**Requirement**. Read the data, and whenever a line holds the word "align", report that line.

------------------------

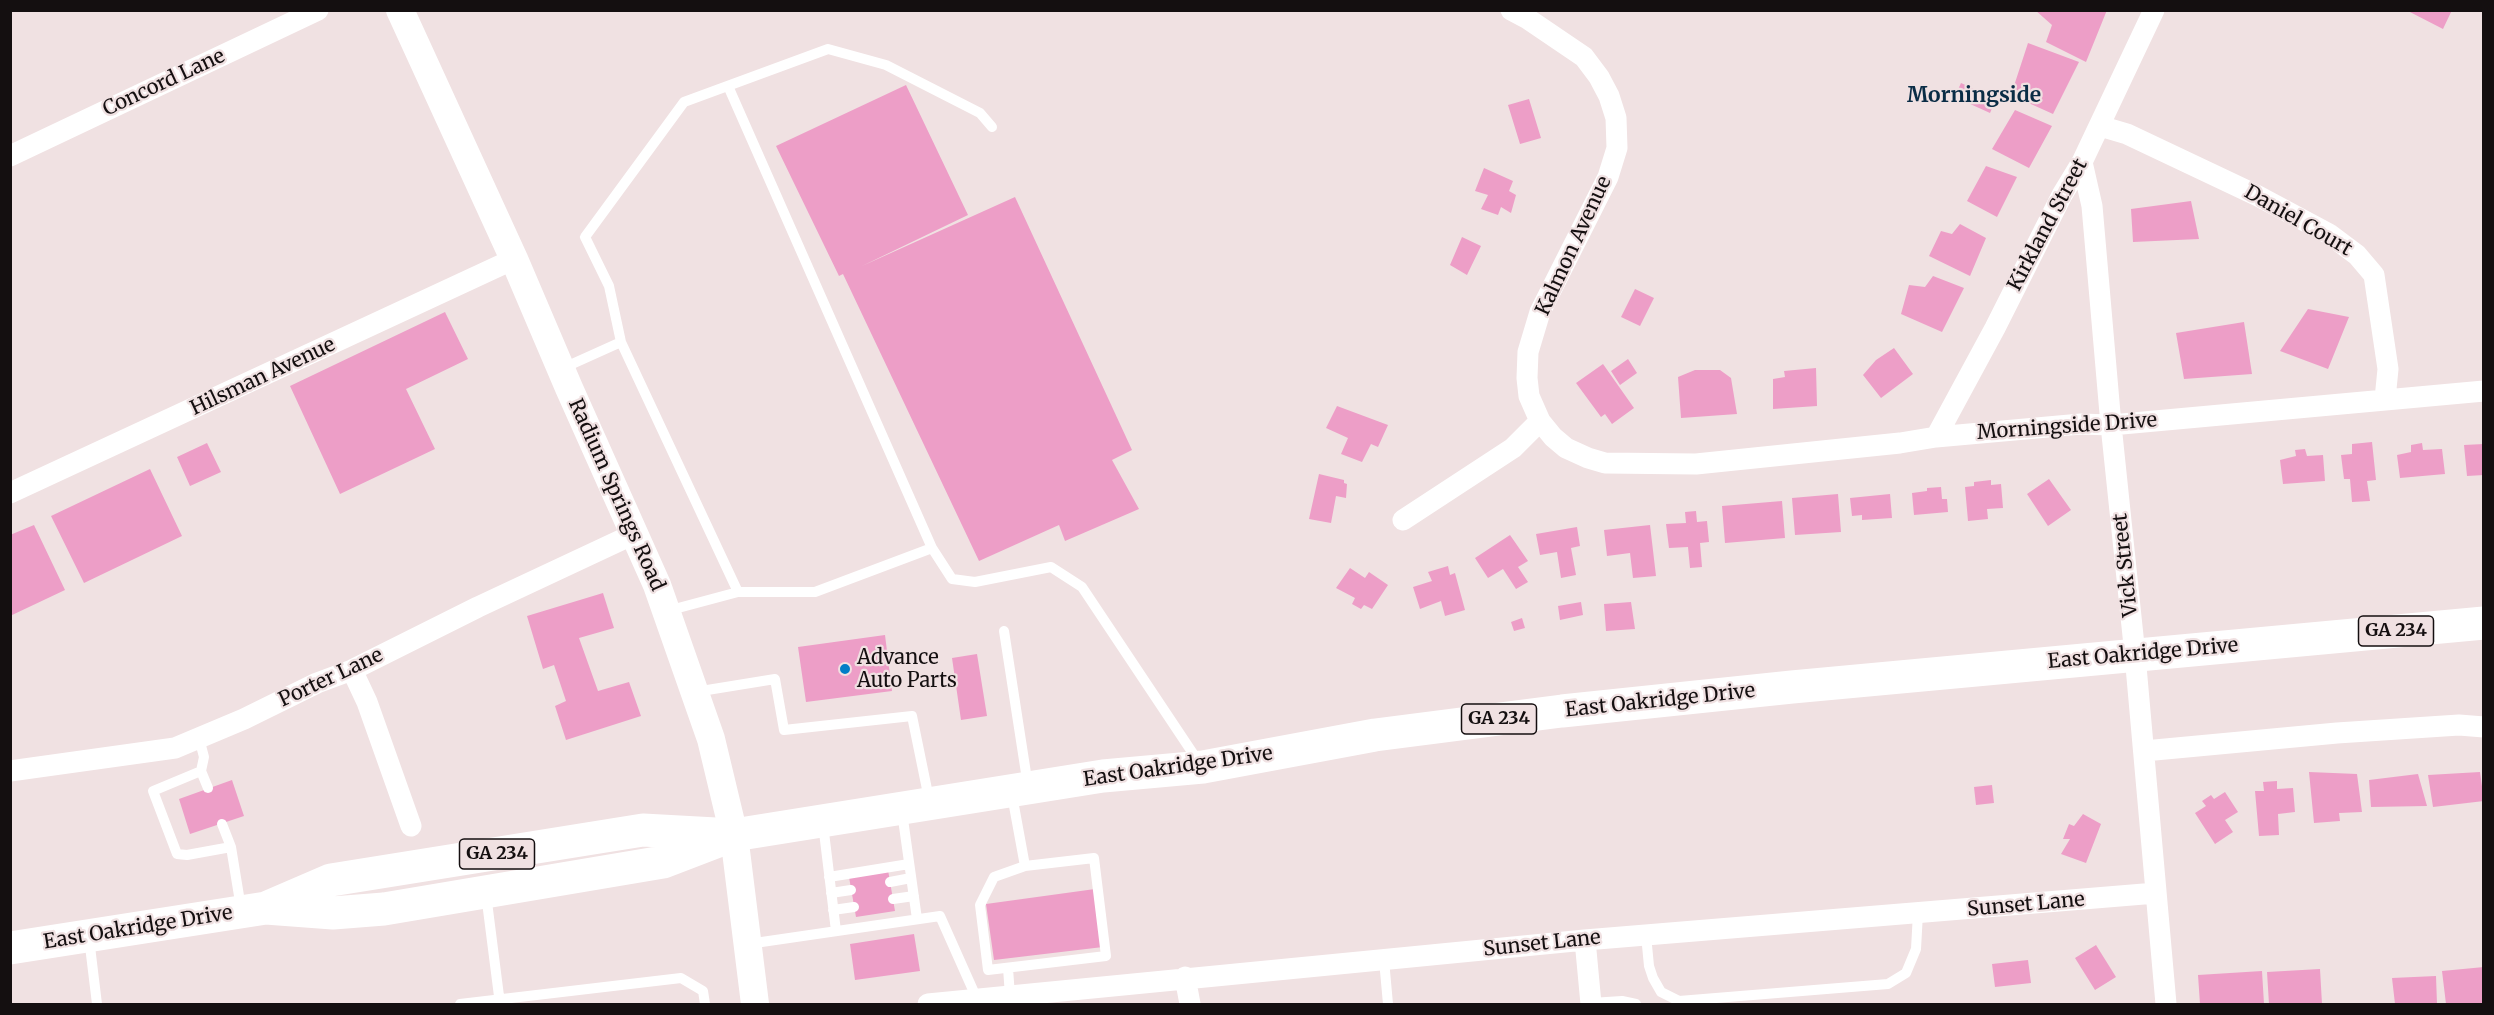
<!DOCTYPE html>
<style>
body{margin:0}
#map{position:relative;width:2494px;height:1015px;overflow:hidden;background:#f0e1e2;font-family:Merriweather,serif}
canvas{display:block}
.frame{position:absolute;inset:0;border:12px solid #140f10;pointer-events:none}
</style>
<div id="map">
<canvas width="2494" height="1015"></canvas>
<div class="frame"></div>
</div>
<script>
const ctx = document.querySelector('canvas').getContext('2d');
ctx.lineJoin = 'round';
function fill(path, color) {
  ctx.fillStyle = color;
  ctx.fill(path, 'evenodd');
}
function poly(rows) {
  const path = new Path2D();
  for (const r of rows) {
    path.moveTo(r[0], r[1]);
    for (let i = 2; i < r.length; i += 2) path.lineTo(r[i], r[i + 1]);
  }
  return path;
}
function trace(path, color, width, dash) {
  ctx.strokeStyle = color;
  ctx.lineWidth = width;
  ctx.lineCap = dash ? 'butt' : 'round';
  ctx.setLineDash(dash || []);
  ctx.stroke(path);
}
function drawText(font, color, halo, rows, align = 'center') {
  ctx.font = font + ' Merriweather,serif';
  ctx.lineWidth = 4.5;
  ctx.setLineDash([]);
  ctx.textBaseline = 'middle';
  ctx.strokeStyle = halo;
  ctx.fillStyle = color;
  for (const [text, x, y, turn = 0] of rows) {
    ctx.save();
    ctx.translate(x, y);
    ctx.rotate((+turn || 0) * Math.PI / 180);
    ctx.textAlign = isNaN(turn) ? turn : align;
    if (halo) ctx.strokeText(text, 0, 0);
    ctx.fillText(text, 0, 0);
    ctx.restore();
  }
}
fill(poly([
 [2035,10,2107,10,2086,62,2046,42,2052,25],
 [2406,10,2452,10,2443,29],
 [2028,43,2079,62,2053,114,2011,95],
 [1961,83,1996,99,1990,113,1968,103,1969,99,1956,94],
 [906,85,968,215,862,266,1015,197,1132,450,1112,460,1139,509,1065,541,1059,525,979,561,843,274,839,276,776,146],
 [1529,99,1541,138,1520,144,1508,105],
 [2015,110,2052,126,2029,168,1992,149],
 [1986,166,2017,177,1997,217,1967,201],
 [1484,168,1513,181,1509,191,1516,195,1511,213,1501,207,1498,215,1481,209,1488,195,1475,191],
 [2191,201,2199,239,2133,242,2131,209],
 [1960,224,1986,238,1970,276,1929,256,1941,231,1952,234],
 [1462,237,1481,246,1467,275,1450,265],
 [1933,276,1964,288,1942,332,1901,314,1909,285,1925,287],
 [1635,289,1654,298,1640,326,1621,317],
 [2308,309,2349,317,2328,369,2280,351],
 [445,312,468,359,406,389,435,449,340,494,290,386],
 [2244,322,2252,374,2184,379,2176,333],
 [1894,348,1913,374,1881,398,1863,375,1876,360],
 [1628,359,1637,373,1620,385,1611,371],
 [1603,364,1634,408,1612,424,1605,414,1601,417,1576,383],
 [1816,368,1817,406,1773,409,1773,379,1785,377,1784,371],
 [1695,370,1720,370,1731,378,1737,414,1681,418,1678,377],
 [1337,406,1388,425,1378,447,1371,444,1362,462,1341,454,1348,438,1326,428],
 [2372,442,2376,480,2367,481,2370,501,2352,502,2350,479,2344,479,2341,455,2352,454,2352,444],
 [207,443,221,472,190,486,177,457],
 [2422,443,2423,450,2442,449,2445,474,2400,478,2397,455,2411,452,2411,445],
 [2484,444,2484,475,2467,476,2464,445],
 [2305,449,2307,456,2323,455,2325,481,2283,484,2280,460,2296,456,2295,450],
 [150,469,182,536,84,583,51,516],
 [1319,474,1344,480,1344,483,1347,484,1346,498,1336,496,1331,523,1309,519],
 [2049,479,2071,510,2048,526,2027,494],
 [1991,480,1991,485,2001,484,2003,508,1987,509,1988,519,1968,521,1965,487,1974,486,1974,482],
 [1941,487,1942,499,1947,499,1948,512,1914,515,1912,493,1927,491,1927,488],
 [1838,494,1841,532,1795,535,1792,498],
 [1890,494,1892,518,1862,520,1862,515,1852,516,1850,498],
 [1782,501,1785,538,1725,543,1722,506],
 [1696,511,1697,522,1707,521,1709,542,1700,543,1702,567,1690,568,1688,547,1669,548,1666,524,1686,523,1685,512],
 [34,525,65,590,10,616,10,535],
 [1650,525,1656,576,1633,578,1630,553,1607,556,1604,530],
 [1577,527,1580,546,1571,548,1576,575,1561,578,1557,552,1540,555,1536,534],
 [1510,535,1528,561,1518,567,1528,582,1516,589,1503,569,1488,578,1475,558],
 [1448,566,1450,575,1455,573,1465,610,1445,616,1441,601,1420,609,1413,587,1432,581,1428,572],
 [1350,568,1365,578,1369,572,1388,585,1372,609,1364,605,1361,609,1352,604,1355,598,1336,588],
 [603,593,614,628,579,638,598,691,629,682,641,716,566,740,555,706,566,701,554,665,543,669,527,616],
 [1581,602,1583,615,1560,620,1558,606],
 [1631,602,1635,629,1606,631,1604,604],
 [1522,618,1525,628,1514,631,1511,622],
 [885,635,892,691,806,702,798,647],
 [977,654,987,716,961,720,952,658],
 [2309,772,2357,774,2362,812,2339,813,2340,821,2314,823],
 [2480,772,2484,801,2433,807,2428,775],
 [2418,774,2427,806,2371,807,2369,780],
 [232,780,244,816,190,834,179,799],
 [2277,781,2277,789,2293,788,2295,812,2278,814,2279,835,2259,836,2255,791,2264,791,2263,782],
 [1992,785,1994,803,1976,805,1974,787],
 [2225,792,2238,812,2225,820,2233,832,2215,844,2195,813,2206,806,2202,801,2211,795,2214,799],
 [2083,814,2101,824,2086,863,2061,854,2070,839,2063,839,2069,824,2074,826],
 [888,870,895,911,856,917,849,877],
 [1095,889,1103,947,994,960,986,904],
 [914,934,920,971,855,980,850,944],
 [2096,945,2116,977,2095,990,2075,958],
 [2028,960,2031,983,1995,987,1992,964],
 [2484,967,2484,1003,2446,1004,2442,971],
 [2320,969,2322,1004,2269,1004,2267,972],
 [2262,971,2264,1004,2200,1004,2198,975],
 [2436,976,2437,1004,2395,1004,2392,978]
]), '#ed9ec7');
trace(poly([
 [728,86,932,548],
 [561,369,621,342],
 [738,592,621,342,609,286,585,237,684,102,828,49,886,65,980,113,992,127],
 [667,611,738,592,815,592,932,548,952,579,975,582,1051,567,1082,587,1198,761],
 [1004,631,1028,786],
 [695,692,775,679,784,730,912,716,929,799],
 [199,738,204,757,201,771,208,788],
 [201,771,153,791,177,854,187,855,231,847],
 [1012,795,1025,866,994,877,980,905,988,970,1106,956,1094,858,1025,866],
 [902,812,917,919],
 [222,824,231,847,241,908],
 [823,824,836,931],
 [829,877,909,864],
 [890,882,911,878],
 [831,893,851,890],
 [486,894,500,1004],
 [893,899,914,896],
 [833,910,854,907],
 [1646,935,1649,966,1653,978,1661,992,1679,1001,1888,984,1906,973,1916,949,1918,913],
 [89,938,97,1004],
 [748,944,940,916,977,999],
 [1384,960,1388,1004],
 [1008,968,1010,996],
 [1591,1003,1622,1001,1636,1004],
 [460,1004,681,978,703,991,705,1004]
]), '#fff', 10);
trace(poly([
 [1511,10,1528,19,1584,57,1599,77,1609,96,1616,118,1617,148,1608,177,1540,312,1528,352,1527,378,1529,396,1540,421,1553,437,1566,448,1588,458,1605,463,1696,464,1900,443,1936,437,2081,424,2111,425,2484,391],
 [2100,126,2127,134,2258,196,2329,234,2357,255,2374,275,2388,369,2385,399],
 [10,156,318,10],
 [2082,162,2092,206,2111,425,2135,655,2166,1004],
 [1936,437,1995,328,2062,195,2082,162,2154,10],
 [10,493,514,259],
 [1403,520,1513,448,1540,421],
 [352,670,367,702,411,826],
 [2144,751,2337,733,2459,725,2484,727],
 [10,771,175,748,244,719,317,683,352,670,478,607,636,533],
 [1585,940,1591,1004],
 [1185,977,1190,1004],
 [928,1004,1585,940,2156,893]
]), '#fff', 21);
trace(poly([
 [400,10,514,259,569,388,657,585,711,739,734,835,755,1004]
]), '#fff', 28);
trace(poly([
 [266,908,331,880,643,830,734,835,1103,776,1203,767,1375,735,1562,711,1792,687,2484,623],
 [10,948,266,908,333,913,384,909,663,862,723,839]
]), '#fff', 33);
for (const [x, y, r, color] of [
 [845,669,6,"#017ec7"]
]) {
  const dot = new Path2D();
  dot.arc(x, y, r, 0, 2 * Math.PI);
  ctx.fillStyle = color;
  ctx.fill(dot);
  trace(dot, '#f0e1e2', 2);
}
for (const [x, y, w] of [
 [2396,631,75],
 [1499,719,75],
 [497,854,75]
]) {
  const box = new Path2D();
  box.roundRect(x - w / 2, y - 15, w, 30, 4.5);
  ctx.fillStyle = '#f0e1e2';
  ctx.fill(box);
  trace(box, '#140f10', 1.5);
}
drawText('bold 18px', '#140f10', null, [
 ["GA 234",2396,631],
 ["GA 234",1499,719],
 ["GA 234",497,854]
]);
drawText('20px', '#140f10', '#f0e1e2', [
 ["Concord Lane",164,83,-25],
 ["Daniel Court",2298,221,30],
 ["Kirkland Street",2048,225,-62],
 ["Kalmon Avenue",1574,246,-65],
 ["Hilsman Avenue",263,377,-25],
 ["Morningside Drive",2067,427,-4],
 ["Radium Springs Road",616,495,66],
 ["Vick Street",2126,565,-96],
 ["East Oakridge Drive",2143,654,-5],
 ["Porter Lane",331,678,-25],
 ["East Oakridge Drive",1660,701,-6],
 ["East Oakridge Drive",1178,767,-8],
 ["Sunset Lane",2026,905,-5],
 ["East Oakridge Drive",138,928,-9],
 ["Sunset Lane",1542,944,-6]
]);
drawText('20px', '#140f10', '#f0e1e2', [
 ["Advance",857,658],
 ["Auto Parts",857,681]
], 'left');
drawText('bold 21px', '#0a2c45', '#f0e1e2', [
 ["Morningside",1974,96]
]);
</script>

------------------------

**Task answer**.
function drawText(font, color, halo, rows, align = 'center') {
    ctx.textAlign = isNaN(turn) ? turn : align;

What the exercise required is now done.